This document was last modified on 11 Jan 2008.
These entries are roughly in the order I expect you'll need them.
Vim has three main modes. Four if you count "insert" and "replace" as different.
This means that the editor will behave differently depending on the mode it is in
The modes are “normal”, “insert/replace” and “visual”
Normal mode allows you to enter many commands, to modify text, move it around, save it, and so on.
Insert and replace modes are for placing text in your document.
Visual mode is for special operations on blocks of text.
To get into insert mode, position the cursor where you want to do the inserting, and use an insert command ("i", "I", "A", "a", "o", and "O" are possible choices that I use a lot). See Add Text.
This is the mode for adding stuff to a document, so you'll spend a lot of time here, particularly at the beginning.
Because you can also do some other simple editing chores, beginners tend to stay here all the time, and not learn that there are good reasons to get back to "normal" mode. In plain gvim you might just forget that normal mode even exists, at least until you want to do some of the other stuff.
If you're using plain vim, you'll need to get to normal mode just to do basic file operations. The way out is the "Escape" key, whose key cap usually reads "Esc" and is in the upper left corner of the keyboard, perhaps next to the function keys.

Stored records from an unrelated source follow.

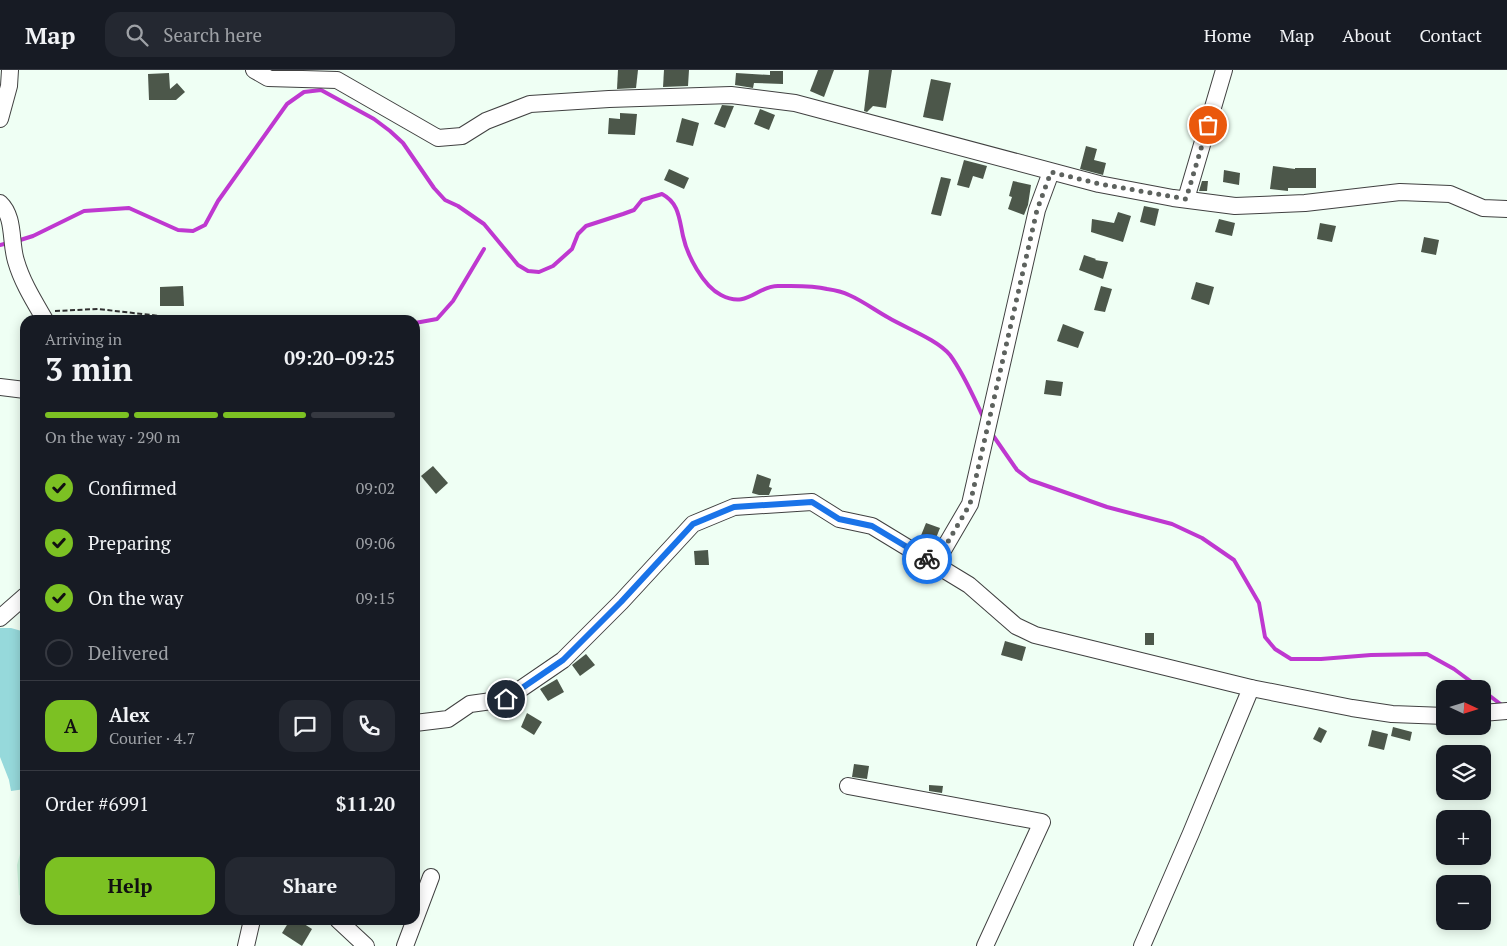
<!DOCTYPE html>
<meta charset="utf-8">
<style>
:root{--surface:#171b24;--page:#242831;--text:#f1f3f6;--muted:#9ea1a6;--line:#363941;--accent:#7cc123}
body{margin:0;font-family:"PT Serif",serif;background:var(--page);color:var(--text);height:100vh;display:flex;flex-direction:column;font-size:19px;white-space:nowrap}
*{box-sizing:border-box;margin:0}
p{font-size:16px;color:var(--muted)}
.icon{flex:none;width:28px;height:28px;fill:none;stroke:currentColor;stroke-width:2;stroke-linecap:round;stroke-linejoin:round}
.map{position:relative;flex:1;overflow:hidden}
.panel{position:absolute;left:20px;top:245px;width:400px;height:610px;display:flex;flex-direction:column;background:var(--surface);border-radius:15px;box-shadow:0 2px 12px #0003}
.panel>*{flex:none}
.needle{width:32px;rotate:94deg}
.controls{position:absolute;left:1436px;top:610px;display:grid;gap:10px}
.controls a{display:grid;place-items:center;width:55px;height:55px;border-radius:10px;background:var(--surface);box-shadow:0 2px 12px #0003;font-size:25px}
.pin{position:absolute;display:grid;place-items:center;width:42px;height:42px;color:#fff;margin:-21px;border:2px solid #fff;border-radius:50%;box-shadow:0 1px 5px #0007}
.courier{position:absolute;display:grid;place-items:center;width:50px;height:50px;margin:-25px;border:4px solid #1a73e8;border-radius:50%;background:#fff;color:#222;box-shadow:0 1px 6px #0007}
.headline em{font-style:normal;font-weight:600}
.headline div{display:flex;flex-direction:column-reverse}
.headline{display:flex;align-items:center;justify-content:space-between;height:85px;padding:0 25px}
h1{font-size:32px;font-weight:600;line-height:38px}
.bar{display:grid;grid-template-columns:repeat(4,1fr);gap:8px 5px;align-content:center;height:60px;padding:0 25px}
.bar i{height:6px;border-radius:4px;background:var(--line)}
.bar .selected{background:var(--accent)}
.bar p{grid-column:span 4}
.line{display:flex;align-items:center;gap:12px;padding:0 25px;border-top:1px solid var(--line)}
.line div{flex:1}
.round{display:grid;place-items:center;flex:none;width:52px;height:52px;border-radius:15px;background:var(--page)}
ol{padding:0 25px;list-style:none}
li{display:flex;align-items:center;gap:15px;height:55px}
li p{margin-inline-start:auto}
li .icon{padding:5px;border-radius:50%;background:var(--accent);color:#111;stroke-width:4}
li:last-child{color:var(--muted)}
li i{width:28px;height:28px;border:2px solid var(--line);border-radius:50%}
.button{display:flex;gap:10px;margin-top:auto;padding:10px 25px}
.button a{flex:1;height:58px;border-radius:15px;background:var(--accent);color:#111;font-size:20px;font-weight:600;line-height:58px;text-align:center}
.button a+a{background:var(--page);color:var(--text)}
header{display:flex;align-items:center;gap:30px;box-sizing:border-box;height:70px;padding:0 25px;background:var(--surface);border-bottom:1px solid var(--line)}
header strong{font-size:24px}
nav{display:flex;gap:28px;margin-inline-start:auto;font-size:18px}
.search{width:350px;height:45px;background:var(--page);display:flex;align-items:center;gap:12px;box-sizing:border-box;padding:0 18px;border-radius:15px;color:var(--muted);font-size:19px}
.map>svg:first-child{display:block}
.farmland{fill:#cef6de}
.forest{fill:#96d9db}
.lines{fill:none;stroke-linecap:round;stroke-linejoin:round}
.stream{stroke:#bf38d0;stroke-width:4}
.building{fill:#4c574a}
.minor-casing{stroke:#414141;stroke-width:18}
.path{stroke:#303030;stroke-width:2;stroke-dasharray:5 2.5;stroke-linecap:butt}
.minor{stroke:#fff;stroke-width:16}
.done{stroke:#5d625e;stroke-width:5;stroke-dasharray:0 9}
.route{stroke:#1a73e8;stroke-width:6}
</style>
<header>
<strong>Map</strong>
<div class="search"><svg class="icon" aria-label="search" viewBox="0 0 24 24"><circle cx="10" cy="10" r="6"/><path d="M15 15l6 6"/></svg>Search here</div>
<nav><a>Home</a><a>Map</a><a>About</a><a>Contact</a></nav>
</header>
<div class="map">
<svg width="1507" height="876" viewBox="0 0 1507 876">
<rect width="100%" height="100%" fill="#effff4"/>
<path class="farmland" d="M25 766V828L19 825 17 795Z"/>
<path class="forest" d="M0 558H11L25 562V719L11 721 9 710 0 687Z"/>
<g class="lines">
<g class="stream">
<path d="M17 171 33 166 84 141 129 138 178 160 193 161 205 155 218 131 287 34 304 22 321 20 374 49 390 61 403 73 434 118 445 130 458 136 484 154 518 195 528 201 539 202 553 196 572 179 578 164 586 156 623 144 634 140 642 130 662 124C679 133 679 148 683 166 687 185 703 216 721 225 748 239 756 216 778 216 794 216 812 215 827 219 834 220 843 222 849 225 863 231 876 241 889 248 906 258 938 270 950 285 964 304 974 328 984 349"/>
<path d="M0 175 8 173"/>
<path d="M415 253 437 249 453 231 484 179"/>
<path d="M992 364 1017 400 1030 410 1107 437 1172 454 1202 468 1234 490 1259 533 1265 567 1275 579 1291 589H1321L1371 585 1427 584 1454 599 1481 619"/>
<path d="M1482 620 1503 636"/>
</g>
</g>
<g class="building">
<path d="M618 0H638L636 18 617 19Z"/>
<path d="M664 0H689L688 16 663 17Z"/>
<path d="M818 0H834L824 27 810 21Z"/>
<path d="M869 0H892L886 38 873 36 867 42 864 41Z"/>
<path d="M770 1H783V14L754 13 753 18 735 15 736 3 770 5Z"/>
<path d="M169 3 170 19 177 13 185 22 176 30H149L148 4Z"/>
<path d="M931 9 951 13 943 51 923 47Z"/>
<path d="M722 35 734 36 725 58 714 54Z"/>
<path d="M760 39 775 45 769 60 754 54Z"/>
<path d="M620 43 637 44 635 65 608 64 609 48 620 49Z"/>
<path d="M682 48 699 53 693 76 676 72Z"/>
<path d="M1086 76 1097 79 1094 90 1106 93 1103 105 1080 99Z"/>
<path d="M964 90 987 96 983 109 973 106 969 118 957 115Z"/>
<path d="M1273 96 1295 99V98H1316V118H1288V121L1270 119Z"/>
<path d="M669 99 689 108 684 119 664 110Z"/>
<path d="M1224 100 1240 103 1239 115 1223 112Z"/>
<path d="M941 107 951 109 941 146 931 144Z"/>
<path d="M1013 111 1031 115 1028 135 1024 145 1008 139 1012 127 1009 126Z"/>
<path d="M1202 111H1208L1207 121H1199Z"/>
<path d="M1144 136 1159 139 1155 156 1140 152Z"/>
<path d="M1118 142 1131 146 1123 172 1091 162 1092 149 1114 153Z"/>
<path d="M1219 149 1235 153 1232 166 1215 162Z"/>
<path d="M1320 153 1336 156 1332 172 1317 169Z"/>
<path d="M1424 167 1439 170 1436 185 1421 182Z"/>
<path d="M1084 185 1096 189 1095 190 1108 192 1103 209 1079 200Z"/>
<path d="M1196 212 1214 217 1209 235 1191 229Z"/>
<path d="M183 216 184 236H160V217Z"/>
<path d="M1101 216 1112 219 1105 242 1094 240Z"/>
<path d="M1063 254 1084 262 1078 278 1057 271Z"/>
<path d="M1046 310 1063 312 1061 326 1044 324Z"/>
<path d="M433 396 448 413 436 424 421 406Z"/>
<path d="M757 404 771 409 769 417 772 418 769 425H759L752 423Z"/>
<path d="M926 453 940 458 934 473 920 468Z"/>
<path d="M708 480 709 495H695L694 481Z"/>
<rect x="1145" y="563" width="9" height="12"/>
<path d="M1005 571 1026 577 1022 591 1001 585Z"/>
<path d="M586 584 595 595 580 606 572 595Z"/>
<path d="M557 609 564 622 548 631 540 619Z"/>
<path d="M527 643 542 652 534 665 521 657Z"/>
<path d="M1319 657 1327 661 1321 673 1313 669Z"/>
<path d="M1393 657 1412 662 1410 671 1391 666Z"/>
<path d="M1372 660 1388 664 1384 680 1368 676Z"/>
<path d="M854 694 869 696 867 709 852 707Z"/>
<path d="M929 715 943 716 942 723 929 721Z"/>
<path d="M290 850H298L312 859 302 876 282 863Z"/>
</g>
<g class="lines">
<g class="minor-casing">
<g id="minor">
<path d="M254 0 268 8 337 10 438 68 462 66 486 51 530 34 609 29 731 25 795 33 1099 114 1173 128 1235 136 1305 133 1400 122 1450 124 1483 138 1507 139"/>
<path d="M0 49 9 16 10 0"/>
<path d="M1186 129 1224 0"/>
<path d="M0 133C15 147 10 172 16 191 22 212 34 231 45 250"/>
<path d="M0 317 25 320"/>
<path d="M935 494 970 434 1037 140 1051 102"/>
<path d="M0 548 25 526"/>
<path d="M1482 643 1507 641"/>
<path d="M415 653 448 649 470 634 506 629 563 590 621 532 693 454 734 437 812 432 839 449 872 456 969 515 1016 556 1035 565 1251 618 1352 638 1392 644 1445 646"/>
<path d="M848 716 1042 752 985 876"/>
<path d="M338 850 366 876"/>
<path d="M246 876 252 850"/>
<path d="M405 876 431 807"/>
<path d="M1142 876 1191 763 1251 618"/>
</g>
</g>
<path class="path" d="M55 241 98 239 160 246"/>
<use href="#minor" class="minor"/>
</g>
<g class="lines">
<path class="done" d="M927 489 935 494 970 434 1037 140 1051 102 1100 114 1186 129 1208 55"/>
<path class="route" d="M506 629 563 590 621 532 693 454 734 437 812 432 839 449 872 456 927 489"/>
</g>
</svg>
<div class="controls">
<a><svg class="needle" viewBox="-14 -14 28 28"><path d="M0-13l5 13h-10z" fill="#e53935"/><path d="M0 13l5-13h-10z" fill="#9ea1a6"/></svg></a>
<a><svg class="icon" aria-label="layers" viewBox="0 0 24 24"><path d="M12 4l9 5-9 5-9-5zM3 14l9 5 9-5"/></svg></a>
<a>+</a>
<a>−</a>
</div>
<div class="pin" style="left:1208px;top:55px;background:#ea580c"><svg class="icon" aria-label="bag" viewBox="0 0 24 24"><path d="M5 8h14l-1 12H6zM9 8a3 3 0 0 1 6 0"/></svg></div>
<div class="pin" style="left:506px;top:629px;background:#1f2937"><svg class="icon" aria-label="home" viewBox="0 0 24 24"><path d="M3 11l9-7 9 7M6 9v11h12V9"/></svg></div>
<div class="courier" style="left:927px;top:489px"><svg class="icon" aria-label="bike" viewBox="0 0 24 24"><circle cx="6" cy="16" r="4"/><circle cx="18" cy="16" r="4"/><path d="M6 16l4-8h5l3 8M10 8l3 8H6M13 5h3"/></svg></div>
<section class="panel">
<div class="headline"><div><h1>3 min</h1><p>Arriving in</p></div><em>09:20–09:25</em></div>
<div class="bar"><i class="selected"></i><i class="selected"></i><i class="selected"></i><i></i><p>On the way · 290 m</p></div>
<ol>
<li><svg class="icon" aria-label="check" viewBox="0 0 24 24"><path d="M5 12l5 5 9-10"/></svg>Confirmed<p>09:02</p></li>
<li><svg class="icon" aria-label="check" viewBox="0 0 24 24"><path d="M5 12l5 5 9-10"/></svg>Preparing<p>09:06</p></li>
<li><svg class="icon" aria-label="check" viewBox="0 0 24 24"><path d="M5 12l5 5 9-10"/></svg>On the way<p>09:15</p></li>
<li><i></i>Delivered</li>
</ol>
<div class="line" style="height:90px"><b class="round" style="background:var(--accent);color:#111">A</b><div><b>Alex</b><p>Courier · 4.7</p></div><a class="round"><svg class="icon" aria-label="chat" viewBox="0 0 24 24"><path d="M4 5h16v11H9l-5 4z"/></svg></a><a class="round"><svg class="icon" aria-label="phone" viewBox="0 0 24 24"><path d="M5 4h4l2 5-3 2q2 4 5 5l2-3 5 2v4C11 20 4 13 5 4z"/></svg></a></div>
<div class="line" style="height:65px"><div>Order #6991</div><b>$11.20</b></div>
<div class="button"><a>Help</a><a>Share</a></div>
</section>
</div>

You can save changes and quit the current window with ":wq", or with "ZZ".
If you have split the screen, these only close one window at a time.
At the beginning of the line (but after any beginning whitespace): enter "I"
At the end of the line: enter "A"
In a new line below the current line: enter "o"
The character under the cursor: “x”
The word after the cursor: “dw”
Everything to the end of the line containing the cursor: “D” or “d$”
Whatever you delete in this way is saved in a “cut register”, and can be put back in the document (see "Cut and Paste Text" below).
Some of these commands can delete a lot of text. If it's too much, see the Oops topic.
Multiple lines: enter a number before the “dd”. That's a line count.
To the end of the file: “dG”
To the beginning of the file: “d1G”
You'll notice the “d” keeps showing up.
Whatever you delete in this way is saved in a “cut register”, and can be put back in the document (see "Cut and Paste Text" below).
These commands will work on multiple lines if you preceed them by a number.
Add one “shiftwidth” of indentation to the current line: “>>”.
Remove one &dlquo;shiftwidth” of indentation from the current line: “<<”.
Add one “shiftwidth” of indentation to the rest of the document: &dlquo;>G”.
Center the current line (assuming 80 columns total): ":ce
80<enter>".
In addition, there are commands for moving larger distances than may be otherwise convenient.
To the left margin: “0” (zero)
To the beginning of the line: “^” (not control, just the shifted 6)
To the top line of the screen: “H”
To the middle of the screen: “M”
To the last line of the screen: “L”
To a specific line: <line number>”G”
Forward (down) a screen-height: “^F”
Back (up) a screen-height: “^B”
Down (forward) half a screen-height: “^D”
Up (back) half a screen-height: “^U”
One character up, down, right or left: cursor keys
What you delete from the document is actually "cut" into the cut register.
You can copy text into the cut register (without deleting it from the document) with the "y" (yank) commands that work much like the "d" (delete) commands without actually deleting. For instance:
yy
to yank the current line.
12yy
to yank the next 12 lines.
You can paste more than once to make multiple copies.
Search forward for text: “/”<text><enter> Like “/myvar” This will be shown on the bottom line
Search backward for text: “?”<text><enter> Like “?myvar” This will be shown on the bottom line
Find a particular character in the current line to the left of the cursor: “F”<char>
Find a particular character in the current line to the right of the cursor: “f”<char>
Find a character in the current line, but stop the cursor just before reaching it: “T” and “t”
:sp
splits the current window (horizontally) so both windows are looking
at the same file.
:vsp
splits the current window (vertically) so both windows are looking
at the same file.
:sp filename
splits the current window (horizontally) so the new window
is looking at filename.
:vsp filename
splits the current window (vertically) so the new window
is looking at filename.
^w^w
Cycle to the next window. This one is not an
ex-command; it's two control-w characters.
^wo
or ^w^o
Close all but the current window (think "only").
There are a LOT more ^w-commands. You can do just fine with these, however.
You write files and close parts of the screen with the same commands (:wq)(:w)(:q) that worked when the screen had
only one part. They affect the part of the screen that the cursor is in. When the last one is closed, vim quits.